Extracting a new module
This guide explains when and how to extract a new module from an existing project or module.
Why extract a module?
- Reuse: The feature is applicable beyond a single customer project or the feature is used in multiple modules. Extracting it reduces duplication and maintenance overhead.
- Clear ownership: The functionality is self-contained and can evolve independently.
- Upstream fit: If the change is a general improvement to a core module and is always required, talk to the original module owner to integrate it upstream instead of creating a separate module.
Potential drawbacks
- Operational overhead: Versioning, publishing, and changelog management add process complexity.
- Coordination cost: Changes may require synchronized updates across multiple projects.
- Fragmentation: Too many fine-grained modules can make discovery and dependency graphs harder to manage.
- API rigidity: Stable public APIs slow down internal refactors and experimentation.
- Dependency risk: More transitive dependencies increase the chance of conflicts and security updates.
- Build times: Additional packages can lengthen CI and local install/transpile steps.
When to decide
- During feature development, you can work directly on your current project/module.
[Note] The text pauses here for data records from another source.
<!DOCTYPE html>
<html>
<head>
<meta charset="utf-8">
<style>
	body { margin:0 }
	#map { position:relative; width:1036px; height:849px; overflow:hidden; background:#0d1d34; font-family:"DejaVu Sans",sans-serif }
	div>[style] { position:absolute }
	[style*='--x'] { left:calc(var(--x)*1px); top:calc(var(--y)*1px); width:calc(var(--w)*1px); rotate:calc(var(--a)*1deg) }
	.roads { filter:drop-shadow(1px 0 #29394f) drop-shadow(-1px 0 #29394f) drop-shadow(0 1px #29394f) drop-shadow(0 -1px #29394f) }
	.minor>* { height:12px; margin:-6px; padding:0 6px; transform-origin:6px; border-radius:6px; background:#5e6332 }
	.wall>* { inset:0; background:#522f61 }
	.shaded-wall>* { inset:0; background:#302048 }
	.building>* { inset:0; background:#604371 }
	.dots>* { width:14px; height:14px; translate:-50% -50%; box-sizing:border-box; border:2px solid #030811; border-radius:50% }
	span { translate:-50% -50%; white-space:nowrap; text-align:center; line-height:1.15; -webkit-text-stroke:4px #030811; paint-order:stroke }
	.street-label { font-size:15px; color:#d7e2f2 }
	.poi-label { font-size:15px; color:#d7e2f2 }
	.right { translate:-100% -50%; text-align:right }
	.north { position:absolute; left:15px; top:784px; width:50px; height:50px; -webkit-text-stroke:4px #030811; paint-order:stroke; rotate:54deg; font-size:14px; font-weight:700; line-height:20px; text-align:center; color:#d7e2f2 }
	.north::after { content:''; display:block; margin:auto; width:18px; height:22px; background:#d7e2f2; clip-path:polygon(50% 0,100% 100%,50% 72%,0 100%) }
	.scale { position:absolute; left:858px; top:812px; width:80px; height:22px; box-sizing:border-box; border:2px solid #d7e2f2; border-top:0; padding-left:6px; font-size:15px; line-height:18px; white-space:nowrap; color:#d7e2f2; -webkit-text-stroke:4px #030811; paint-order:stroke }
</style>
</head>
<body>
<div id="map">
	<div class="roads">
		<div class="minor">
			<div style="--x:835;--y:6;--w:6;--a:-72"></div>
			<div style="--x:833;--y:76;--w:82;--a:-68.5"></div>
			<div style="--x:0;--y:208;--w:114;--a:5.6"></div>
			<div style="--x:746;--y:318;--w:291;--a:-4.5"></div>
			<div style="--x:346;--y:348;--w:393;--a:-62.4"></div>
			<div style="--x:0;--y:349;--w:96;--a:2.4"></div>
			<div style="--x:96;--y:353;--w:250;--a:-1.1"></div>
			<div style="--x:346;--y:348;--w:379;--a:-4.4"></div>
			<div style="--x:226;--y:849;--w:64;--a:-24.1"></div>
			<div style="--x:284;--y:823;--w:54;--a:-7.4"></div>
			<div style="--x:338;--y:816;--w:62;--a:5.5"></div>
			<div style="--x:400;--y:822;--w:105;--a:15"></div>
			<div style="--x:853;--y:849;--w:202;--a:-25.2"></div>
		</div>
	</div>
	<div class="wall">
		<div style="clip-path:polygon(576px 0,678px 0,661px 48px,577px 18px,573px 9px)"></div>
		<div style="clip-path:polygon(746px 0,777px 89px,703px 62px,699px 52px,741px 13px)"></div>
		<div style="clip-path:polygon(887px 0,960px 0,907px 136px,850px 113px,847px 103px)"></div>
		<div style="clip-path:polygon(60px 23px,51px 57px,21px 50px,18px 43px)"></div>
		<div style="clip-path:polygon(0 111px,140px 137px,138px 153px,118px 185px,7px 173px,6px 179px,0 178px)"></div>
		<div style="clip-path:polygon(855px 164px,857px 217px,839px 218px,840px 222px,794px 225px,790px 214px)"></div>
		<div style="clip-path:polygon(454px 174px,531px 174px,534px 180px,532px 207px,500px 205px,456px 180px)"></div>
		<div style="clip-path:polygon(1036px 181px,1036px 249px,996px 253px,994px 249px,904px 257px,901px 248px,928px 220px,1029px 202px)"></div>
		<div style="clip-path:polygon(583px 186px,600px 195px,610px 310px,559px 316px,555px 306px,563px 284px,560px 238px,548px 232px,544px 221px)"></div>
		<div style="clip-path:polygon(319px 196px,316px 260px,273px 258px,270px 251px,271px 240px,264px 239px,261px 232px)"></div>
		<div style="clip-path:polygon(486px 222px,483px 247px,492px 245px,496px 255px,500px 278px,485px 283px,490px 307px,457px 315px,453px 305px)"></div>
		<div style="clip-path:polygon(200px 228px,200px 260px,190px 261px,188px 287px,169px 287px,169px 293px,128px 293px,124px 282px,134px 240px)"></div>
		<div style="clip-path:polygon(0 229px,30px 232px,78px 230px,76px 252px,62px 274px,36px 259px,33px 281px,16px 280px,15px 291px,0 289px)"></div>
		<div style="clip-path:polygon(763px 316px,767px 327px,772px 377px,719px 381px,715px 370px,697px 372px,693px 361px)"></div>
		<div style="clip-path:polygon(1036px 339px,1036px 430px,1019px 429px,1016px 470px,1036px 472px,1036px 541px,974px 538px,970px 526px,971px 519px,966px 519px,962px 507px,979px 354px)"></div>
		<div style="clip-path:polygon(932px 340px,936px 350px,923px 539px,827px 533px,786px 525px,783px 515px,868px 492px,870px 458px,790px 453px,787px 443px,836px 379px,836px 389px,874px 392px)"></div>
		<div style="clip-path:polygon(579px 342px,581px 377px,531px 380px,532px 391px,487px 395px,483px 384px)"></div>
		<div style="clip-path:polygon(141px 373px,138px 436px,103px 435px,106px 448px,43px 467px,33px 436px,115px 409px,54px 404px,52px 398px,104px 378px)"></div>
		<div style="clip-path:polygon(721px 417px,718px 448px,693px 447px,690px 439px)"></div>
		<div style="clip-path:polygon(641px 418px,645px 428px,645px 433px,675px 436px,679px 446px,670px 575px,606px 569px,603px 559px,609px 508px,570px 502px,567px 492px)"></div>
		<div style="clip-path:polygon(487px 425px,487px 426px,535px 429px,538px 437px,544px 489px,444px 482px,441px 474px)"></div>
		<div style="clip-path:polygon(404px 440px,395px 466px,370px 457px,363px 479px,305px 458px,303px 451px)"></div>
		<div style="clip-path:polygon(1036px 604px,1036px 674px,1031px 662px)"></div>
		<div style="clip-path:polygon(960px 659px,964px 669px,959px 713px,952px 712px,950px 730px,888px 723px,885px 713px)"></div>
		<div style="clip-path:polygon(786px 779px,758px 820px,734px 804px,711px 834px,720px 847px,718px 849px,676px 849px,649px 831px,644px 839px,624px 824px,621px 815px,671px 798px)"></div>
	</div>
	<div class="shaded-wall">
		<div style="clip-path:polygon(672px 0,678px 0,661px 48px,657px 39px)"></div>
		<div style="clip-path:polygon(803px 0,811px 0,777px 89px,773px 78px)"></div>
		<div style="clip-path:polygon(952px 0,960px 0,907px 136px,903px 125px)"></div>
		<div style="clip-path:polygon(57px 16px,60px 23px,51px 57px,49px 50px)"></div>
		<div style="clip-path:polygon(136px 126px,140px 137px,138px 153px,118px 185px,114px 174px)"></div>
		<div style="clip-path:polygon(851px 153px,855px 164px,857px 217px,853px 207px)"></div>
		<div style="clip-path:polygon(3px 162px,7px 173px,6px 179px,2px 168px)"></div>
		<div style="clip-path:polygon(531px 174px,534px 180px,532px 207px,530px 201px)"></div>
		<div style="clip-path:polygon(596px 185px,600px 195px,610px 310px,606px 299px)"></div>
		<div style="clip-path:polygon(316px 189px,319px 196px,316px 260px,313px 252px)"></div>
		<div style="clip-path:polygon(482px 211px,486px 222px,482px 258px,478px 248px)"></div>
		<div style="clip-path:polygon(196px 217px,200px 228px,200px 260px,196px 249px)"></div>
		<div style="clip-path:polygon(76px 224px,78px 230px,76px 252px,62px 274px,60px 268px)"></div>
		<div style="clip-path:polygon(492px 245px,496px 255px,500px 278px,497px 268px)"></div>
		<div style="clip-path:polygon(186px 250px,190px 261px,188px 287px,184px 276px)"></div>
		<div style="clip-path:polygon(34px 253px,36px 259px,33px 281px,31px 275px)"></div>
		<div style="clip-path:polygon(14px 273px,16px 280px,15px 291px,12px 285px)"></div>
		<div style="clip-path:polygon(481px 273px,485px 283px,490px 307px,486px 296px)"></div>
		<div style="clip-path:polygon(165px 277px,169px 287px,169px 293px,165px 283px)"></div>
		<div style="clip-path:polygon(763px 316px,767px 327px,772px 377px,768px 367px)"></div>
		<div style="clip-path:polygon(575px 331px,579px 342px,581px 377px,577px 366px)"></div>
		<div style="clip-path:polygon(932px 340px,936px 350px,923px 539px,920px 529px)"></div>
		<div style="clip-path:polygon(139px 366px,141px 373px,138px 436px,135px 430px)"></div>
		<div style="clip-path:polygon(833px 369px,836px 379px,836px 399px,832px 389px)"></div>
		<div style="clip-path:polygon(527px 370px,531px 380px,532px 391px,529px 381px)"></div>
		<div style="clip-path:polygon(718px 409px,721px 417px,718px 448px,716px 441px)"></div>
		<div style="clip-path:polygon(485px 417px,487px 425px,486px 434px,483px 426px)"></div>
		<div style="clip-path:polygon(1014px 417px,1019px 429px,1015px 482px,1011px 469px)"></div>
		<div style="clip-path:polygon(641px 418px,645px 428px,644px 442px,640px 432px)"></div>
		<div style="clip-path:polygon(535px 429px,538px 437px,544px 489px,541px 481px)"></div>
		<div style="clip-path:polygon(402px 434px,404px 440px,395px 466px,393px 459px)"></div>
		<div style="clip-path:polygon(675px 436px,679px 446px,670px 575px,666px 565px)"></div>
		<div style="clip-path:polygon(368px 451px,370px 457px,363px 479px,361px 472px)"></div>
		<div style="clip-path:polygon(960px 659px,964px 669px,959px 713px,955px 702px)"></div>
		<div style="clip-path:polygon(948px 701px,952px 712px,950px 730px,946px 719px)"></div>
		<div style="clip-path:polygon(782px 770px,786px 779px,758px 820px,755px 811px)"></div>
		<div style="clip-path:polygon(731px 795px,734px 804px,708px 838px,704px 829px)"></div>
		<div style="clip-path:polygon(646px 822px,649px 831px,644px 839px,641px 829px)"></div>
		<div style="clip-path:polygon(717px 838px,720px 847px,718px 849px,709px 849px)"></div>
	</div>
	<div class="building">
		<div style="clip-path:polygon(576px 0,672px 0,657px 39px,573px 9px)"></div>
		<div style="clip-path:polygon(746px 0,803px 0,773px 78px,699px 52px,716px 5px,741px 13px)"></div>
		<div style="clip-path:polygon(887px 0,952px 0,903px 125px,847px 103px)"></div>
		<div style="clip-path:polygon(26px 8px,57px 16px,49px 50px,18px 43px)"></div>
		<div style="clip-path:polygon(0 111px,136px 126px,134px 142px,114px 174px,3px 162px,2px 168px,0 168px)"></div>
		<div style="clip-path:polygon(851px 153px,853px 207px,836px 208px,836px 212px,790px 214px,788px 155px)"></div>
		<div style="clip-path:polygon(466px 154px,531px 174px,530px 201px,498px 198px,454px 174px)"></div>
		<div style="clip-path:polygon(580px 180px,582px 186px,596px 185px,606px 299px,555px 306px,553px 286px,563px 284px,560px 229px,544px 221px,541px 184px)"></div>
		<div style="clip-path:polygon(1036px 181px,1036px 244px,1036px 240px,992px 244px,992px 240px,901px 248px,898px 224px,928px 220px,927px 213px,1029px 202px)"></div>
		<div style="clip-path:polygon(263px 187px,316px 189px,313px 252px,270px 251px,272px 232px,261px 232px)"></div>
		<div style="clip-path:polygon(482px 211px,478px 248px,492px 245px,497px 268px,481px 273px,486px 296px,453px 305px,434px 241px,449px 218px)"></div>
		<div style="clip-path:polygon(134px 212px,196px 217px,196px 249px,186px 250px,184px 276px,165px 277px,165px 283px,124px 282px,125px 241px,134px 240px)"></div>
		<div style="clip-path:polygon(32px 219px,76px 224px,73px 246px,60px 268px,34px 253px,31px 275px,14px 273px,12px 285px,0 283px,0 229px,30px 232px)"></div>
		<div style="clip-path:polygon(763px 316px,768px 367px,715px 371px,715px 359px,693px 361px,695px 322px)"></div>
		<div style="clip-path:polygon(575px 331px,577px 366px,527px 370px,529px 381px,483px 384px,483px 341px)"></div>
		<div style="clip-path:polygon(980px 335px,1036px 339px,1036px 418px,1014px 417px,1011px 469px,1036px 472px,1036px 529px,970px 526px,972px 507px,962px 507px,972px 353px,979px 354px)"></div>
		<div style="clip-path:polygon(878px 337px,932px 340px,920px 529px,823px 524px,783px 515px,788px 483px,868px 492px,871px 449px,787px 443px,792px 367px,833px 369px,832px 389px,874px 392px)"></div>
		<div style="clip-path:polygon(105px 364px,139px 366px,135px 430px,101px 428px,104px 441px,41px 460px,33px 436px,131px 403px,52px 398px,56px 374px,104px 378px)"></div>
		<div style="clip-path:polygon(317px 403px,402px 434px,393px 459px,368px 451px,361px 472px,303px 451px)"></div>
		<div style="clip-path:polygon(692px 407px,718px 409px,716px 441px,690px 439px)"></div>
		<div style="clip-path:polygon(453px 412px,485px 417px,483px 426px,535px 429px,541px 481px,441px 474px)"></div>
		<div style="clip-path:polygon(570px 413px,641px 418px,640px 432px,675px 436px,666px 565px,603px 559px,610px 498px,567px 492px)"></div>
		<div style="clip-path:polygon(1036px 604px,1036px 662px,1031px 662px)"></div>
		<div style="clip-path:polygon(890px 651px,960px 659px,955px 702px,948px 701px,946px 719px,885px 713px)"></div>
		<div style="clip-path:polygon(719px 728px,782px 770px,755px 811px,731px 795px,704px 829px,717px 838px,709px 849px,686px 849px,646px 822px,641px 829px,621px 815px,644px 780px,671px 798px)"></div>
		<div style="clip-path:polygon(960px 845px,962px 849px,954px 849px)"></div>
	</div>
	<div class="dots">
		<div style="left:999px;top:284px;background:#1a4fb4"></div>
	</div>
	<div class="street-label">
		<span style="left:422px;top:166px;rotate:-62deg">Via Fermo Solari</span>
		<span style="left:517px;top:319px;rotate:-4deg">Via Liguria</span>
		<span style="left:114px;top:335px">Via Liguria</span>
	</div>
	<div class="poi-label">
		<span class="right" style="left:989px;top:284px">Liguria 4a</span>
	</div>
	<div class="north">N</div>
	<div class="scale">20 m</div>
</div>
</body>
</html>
- Once it becomes clear the functionality is reusable or self-contained, extract it into a dedicated module.
- Experienced developers might identify the need for a separate module even before implementation starts.
Preparation
- Close the Designer to avoid unintended behaviors regarding the file movement/deletions while refactoring.
- Identify all files that constitute the new module's scope:
- If some changes are local and uncommitted, use
git statusorgit diffto list them. - If some changes are already committed, determine the exact set of files (including modifications) that belong to the new module's functionality.
- If some changes are local and uncommitted, use
- Create a new module following the guide.
Move code and define dependencies
- Move all relevant files into the new module, including:
- normal data models (e.g., entities, contexts)
- the linked files (e.g., processes or documentation) that are needed for the normal data models
- Modifications that the new module builds upon
- Declare only the required peerDependencies and dependencies for the new module.
Project cleanup
- Ensure the original project or module no longer contains files that now belong to the new module.
- Make sure that there are no dangling process files in any subfolders of your original project or module.
Verification
- Start the Designer again and open both the new module and the existing project or module.
- In the new module, run:
- npm install
- Transpile
- ESLint
- ScanServices
- Check if all necessary data models are visible in the Designer.
- If everything passes, publish the new module.
Integration
- Add the new module as a dependency to the existing project or module.